=== Section Start ===

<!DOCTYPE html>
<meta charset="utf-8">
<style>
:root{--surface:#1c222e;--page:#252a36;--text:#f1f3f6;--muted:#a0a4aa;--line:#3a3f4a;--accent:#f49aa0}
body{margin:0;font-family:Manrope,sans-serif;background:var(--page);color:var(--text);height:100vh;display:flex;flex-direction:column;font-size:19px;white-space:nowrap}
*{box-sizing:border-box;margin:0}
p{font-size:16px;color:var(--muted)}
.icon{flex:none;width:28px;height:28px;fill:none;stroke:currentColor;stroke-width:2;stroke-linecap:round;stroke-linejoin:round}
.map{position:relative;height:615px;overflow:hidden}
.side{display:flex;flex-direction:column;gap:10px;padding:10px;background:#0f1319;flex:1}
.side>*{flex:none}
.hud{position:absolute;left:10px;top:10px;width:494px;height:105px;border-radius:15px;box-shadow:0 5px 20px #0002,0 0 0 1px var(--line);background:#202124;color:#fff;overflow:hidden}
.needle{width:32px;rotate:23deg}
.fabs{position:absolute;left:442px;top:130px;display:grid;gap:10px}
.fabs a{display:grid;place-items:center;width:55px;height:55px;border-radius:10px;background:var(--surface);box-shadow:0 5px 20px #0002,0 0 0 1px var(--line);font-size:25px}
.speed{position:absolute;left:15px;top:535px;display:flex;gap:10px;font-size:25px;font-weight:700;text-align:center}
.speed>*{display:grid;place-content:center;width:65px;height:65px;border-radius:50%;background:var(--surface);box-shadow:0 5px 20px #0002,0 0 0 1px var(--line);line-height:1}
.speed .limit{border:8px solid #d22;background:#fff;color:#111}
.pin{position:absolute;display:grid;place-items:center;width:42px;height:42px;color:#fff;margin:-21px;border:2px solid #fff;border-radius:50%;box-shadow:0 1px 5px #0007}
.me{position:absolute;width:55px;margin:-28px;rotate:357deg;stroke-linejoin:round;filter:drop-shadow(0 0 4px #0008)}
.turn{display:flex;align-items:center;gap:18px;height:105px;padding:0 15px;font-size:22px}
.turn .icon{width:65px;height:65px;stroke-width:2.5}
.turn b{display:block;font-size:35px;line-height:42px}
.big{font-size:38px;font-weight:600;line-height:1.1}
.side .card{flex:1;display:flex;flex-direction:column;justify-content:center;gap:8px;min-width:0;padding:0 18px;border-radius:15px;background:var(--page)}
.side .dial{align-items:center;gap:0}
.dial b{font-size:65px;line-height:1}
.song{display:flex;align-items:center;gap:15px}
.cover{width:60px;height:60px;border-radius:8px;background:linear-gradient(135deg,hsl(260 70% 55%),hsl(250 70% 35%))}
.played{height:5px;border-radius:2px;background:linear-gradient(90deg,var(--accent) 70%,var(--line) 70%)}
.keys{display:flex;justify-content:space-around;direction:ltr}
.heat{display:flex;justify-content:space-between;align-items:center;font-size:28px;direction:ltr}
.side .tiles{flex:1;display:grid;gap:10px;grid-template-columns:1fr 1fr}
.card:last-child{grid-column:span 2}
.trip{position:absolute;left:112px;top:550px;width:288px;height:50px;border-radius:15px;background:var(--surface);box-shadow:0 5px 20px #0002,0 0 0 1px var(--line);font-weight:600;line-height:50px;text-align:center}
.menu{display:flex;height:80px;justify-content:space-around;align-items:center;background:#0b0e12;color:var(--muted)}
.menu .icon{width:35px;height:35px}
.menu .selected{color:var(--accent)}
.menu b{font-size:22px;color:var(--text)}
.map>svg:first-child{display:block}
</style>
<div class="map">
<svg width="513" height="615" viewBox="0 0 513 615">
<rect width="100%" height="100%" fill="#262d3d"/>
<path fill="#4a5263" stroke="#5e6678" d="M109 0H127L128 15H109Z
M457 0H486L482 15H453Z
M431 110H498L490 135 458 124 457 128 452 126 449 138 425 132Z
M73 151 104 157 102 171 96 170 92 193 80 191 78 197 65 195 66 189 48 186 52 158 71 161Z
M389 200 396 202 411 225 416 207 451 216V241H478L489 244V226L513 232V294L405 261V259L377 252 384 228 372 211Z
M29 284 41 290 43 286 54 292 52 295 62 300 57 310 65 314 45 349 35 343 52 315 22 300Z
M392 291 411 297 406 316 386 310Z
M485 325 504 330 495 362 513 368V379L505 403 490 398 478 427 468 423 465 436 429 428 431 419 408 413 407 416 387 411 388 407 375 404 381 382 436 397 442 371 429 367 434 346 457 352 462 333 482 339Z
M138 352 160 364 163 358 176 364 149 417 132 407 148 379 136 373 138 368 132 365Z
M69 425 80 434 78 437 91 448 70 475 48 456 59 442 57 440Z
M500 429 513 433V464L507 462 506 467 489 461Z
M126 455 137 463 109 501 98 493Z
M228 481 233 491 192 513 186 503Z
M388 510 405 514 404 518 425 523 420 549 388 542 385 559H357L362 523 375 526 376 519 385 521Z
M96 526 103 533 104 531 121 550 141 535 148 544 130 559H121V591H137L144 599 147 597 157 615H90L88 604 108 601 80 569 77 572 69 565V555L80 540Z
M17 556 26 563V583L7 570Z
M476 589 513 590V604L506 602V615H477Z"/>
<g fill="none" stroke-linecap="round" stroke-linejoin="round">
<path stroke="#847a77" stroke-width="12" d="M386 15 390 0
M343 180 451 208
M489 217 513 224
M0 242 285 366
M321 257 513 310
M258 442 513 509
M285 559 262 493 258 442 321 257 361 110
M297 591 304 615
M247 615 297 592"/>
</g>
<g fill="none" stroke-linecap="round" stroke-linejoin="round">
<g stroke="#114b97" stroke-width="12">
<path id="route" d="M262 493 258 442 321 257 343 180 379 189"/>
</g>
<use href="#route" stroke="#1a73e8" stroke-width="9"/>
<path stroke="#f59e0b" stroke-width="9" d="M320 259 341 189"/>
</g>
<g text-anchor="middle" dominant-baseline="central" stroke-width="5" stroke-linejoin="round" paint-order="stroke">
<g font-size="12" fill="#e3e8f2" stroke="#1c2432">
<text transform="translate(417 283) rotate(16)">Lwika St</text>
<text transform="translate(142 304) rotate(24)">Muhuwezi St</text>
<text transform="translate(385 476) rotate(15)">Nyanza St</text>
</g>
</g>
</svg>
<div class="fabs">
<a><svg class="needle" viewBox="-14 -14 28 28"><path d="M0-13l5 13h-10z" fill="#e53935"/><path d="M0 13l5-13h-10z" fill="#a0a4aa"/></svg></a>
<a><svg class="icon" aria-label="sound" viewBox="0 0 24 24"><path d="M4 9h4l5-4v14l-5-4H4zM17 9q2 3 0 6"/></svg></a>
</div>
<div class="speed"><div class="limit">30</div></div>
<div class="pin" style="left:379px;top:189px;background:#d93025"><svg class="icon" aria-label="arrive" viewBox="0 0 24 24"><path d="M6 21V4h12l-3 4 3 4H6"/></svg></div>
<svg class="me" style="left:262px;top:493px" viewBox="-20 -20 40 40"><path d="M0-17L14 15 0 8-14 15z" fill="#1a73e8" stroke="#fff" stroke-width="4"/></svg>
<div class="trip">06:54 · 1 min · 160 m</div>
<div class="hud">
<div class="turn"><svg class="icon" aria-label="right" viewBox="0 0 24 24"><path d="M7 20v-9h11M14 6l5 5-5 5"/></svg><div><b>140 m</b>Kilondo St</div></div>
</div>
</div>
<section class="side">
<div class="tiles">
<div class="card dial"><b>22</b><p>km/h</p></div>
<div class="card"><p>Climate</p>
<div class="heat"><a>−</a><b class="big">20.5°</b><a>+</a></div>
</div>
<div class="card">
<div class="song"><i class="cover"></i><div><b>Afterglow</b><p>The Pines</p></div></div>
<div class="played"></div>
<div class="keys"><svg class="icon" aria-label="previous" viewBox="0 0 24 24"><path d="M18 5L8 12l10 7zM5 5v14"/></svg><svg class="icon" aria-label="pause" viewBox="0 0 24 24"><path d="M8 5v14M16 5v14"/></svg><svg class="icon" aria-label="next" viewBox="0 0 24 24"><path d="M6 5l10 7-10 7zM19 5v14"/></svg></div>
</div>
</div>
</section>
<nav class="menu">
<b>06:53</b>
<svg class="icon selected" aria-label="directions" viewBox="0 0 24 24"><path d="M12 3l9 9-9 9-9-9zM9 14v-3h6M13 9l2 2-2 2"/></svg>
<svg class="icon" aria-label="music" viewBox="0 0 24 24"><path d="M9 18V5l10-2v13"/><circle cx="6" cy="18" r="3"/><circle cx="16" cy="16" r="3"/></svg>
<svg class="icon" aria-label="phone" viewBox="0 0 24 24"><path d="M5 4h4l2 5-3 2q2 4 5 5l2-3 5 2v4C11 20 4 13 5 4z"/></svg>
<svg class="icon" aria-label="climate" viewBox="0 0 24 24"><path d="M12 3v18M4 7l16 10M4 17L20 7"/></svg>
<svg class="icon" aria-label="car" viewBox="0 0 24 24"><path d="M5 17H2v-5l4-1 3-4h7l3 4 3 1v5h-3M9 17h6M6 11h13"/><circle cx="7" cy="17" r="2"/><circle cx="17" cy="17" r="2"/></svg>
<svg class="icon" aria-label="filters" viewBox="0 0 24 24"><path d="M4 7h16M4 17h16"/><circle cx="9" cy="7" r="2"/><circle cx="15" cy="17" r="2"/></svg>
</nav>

=== Section End ===

Tally the lines in the records that contain "heat", then give only the tally.

2